T_H17 lymphocytes produce IL-17A, IL-17F and IL-22 and express the transcription factor RORγt. T_H17 lymphocytes express the chemokine receptors CCR6 and CXCR4 [43]. As explained in the previous paragraph, T_H17 cells are important for the protection against extracellular bacterial infection. In a mouse model of colorectal cancer, the inhibition of IL-17 leads to significantly reduced tumorigenesis [109]. IL-17A induces the production of growth factors that stimulate the proliferation of myeloid cells, especially neutrophils. At the same time, IL-17A induces the production of CXCL-1 and CXCL-5, leading to the recruitment of the expanded myeloid cells into the tumor where they help to establish a tumor promoting microenvironment. Additionally, IL-17 promotes the production of IL-6 and TNF. IL-6, TNF and IL-17A promote the growth of CRC cells via STAT3 and NF-κB [210]. The cytokine TGF-β induces the production of IL-22 in IL-17-positive T_H17 cells and, subsequently, tumor progression [211]. T_H17 cells occur much more frequently in MMR proficient CRC tumors than in MMR-deficient tumors [212].
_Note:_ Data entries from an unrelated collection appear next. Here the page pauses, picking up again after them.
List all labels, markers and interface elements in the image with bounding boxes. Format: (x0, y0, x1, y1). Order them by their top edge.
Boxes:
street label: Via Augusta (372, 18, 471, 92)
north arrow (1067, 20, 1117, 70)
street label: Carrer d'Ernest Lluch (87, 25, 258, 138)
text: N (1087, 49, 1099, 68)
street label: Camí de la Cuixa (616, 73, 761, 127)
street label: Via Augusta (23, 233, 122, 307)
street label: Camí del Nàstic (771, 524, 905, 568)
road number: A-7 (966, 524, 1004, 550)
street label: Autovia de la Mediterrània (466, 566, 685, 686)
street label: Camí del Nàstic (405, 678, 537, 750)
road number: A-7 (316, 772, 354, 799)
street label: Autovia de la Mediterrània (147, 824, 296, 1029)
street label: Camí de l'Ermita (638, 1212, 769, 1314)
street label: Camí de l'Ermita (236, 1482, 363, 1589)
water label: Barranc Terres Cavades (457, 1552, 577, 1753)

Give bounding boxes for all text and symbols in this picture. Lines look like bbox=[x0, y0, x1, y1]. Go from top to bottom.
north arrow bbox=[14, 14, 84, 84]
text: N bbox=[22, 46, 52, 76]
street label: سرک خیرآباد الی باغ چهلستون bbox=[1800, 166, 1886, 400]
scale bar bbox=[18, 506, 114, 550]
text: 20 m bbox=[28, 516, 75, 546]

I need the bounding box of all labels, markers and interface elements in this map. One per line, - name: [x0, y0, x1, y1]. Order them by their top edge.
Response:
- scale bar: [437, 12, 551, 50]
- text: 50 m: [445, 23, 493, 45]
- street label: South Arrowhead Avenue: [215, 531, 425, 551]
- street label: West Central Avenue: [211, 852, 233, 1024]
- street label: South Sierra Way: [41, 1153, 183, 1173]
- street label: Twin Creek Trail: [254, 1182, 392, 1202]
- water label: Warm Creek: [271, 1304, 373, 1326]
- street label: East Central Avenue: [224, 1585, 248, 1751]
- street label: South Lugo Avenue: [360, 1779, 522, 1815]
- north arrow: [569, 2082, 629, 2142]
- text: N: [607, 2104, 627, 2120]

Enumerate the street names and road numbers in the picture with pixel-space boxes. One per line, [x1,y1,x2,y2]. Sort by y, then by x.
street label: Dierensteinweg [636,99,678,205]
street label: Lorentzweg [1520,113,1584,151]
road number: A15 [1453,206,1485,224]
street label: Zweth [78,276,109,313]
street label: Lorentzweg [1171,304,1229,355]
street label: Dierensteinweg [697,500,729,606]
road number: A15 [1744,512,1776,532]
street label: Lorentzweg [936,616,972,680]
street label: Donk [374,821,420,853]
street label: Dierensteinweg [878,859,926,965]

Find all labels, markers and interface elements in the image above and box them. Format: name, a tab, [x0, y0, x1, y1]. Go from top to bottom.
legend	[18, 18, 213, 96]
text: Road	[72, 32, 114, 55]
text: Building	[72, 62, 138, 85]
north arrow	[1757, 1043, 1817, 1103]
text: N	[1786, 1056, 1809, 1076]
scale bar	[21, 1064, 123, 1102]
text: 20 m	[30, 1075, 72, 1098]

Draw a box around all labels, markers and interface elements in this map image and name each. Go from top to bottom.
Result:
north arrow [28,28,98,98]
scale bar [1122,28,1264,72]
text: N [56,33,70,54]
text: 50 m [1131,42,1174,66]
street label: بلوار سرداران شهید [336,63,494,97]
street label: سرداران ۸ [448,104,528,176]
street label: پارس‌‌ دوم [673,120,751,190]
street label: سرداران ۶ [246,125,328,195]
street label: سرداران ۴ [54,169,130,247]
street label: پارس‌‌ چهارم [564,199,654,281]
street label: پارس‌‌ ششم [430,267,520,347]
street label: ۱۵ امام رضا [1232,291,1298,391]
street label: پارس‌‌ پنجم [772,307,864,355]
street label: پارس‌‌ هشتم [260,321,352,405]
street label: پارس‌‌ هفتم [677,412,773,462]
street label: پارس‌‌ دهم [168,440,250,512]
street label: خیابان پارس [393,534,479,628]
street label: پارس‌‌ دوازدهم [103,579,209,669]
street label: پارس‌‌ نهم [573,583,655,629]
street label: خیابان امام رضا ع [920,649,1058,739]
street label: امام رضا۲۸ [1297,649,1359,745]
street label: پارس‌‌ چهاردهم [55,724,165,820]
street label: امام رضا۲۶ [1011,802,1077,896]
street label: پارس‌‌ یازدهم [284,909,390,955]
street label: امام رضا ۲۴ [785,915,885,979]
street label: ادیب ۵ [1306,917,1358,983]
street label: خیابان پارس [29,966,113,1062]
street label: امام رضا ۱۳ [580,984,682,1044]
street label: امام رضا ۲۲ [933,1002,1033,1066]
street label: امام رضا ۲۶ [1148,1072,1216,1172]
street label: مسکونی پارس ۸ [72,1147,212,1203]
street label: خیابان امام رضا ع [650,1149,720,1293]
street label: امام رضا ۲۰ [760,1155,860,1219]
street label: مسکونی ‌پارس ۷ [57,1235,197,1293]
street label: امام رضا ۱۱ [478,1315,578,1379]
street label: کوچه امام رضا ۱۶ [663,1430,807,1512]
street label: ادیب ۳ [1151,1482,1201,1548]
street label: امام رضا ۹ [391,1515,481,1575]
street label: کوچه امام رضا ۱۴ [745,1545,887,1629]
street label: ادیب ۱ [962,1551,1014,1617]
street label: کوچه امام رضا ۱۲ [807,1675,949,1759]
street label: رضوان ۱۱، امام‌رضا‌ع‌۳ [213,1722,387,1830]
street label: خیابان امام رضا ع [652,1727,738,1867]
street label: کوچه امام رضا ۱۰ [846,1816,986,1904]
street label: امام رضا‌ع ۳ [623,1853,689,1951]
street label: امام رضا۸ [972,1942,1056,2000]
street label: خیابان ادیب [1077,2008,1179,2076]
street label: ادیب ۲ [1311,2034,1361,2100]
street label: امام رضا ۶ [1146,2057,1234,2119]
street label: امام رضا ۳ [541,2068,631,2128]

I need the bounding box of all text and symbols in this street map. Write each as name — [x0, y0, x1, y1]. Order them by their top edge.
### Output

Regulatory T cells produce TGF-β, IL-10 and IL-35 and express the transcription factor forkhead box P3 (FOXP3) and the chemokine receptors CCR4, CCR5, CCR10 and CXCR3 [205,213]. The cytokine TGF-β induces in the TME the transcription factor FOXP3 and the differentiation of Tregs. In the TME, TAMs and MDSCs secrete CCL-17, CCL-22, CCL-5, CCL-6 or CCL-28 to recruit regulatory T cells. T regs show a high immune suppression capacity, employing more than a dozen suppression mechanisms. They can suppress immune cells by producing the cytokines IL-10, TGF-β or IL-35. In addition, they show suppressive activities by depleting soluble and membrane bound molecules needed for effector functions such as depletion of extracellular adenosine triphosphate (ATP) or the stripping of co-stimulatory molecules from the surface of DCs [214,215]. Although Tregs effectively suppress the activities of CTLs and NK cells, their role in sporadic cancer is still unclear. Some studies described a reduced overall survival in the presence of high frequencies of Tregs among tumor-infiltrating lymphocytes [213,216]. However, high levels of infiltrated Tregs were also associated with good prognosis [217,218].

Natural killer (NK) cells belong to the family of innate lymphoid cells. NK cells are capable of killing tumor cells without antigen presentation and release TNF and IFN-γ. In CRC, the infiltration of cytotoxic NK cells is associated with a better prognosis [219].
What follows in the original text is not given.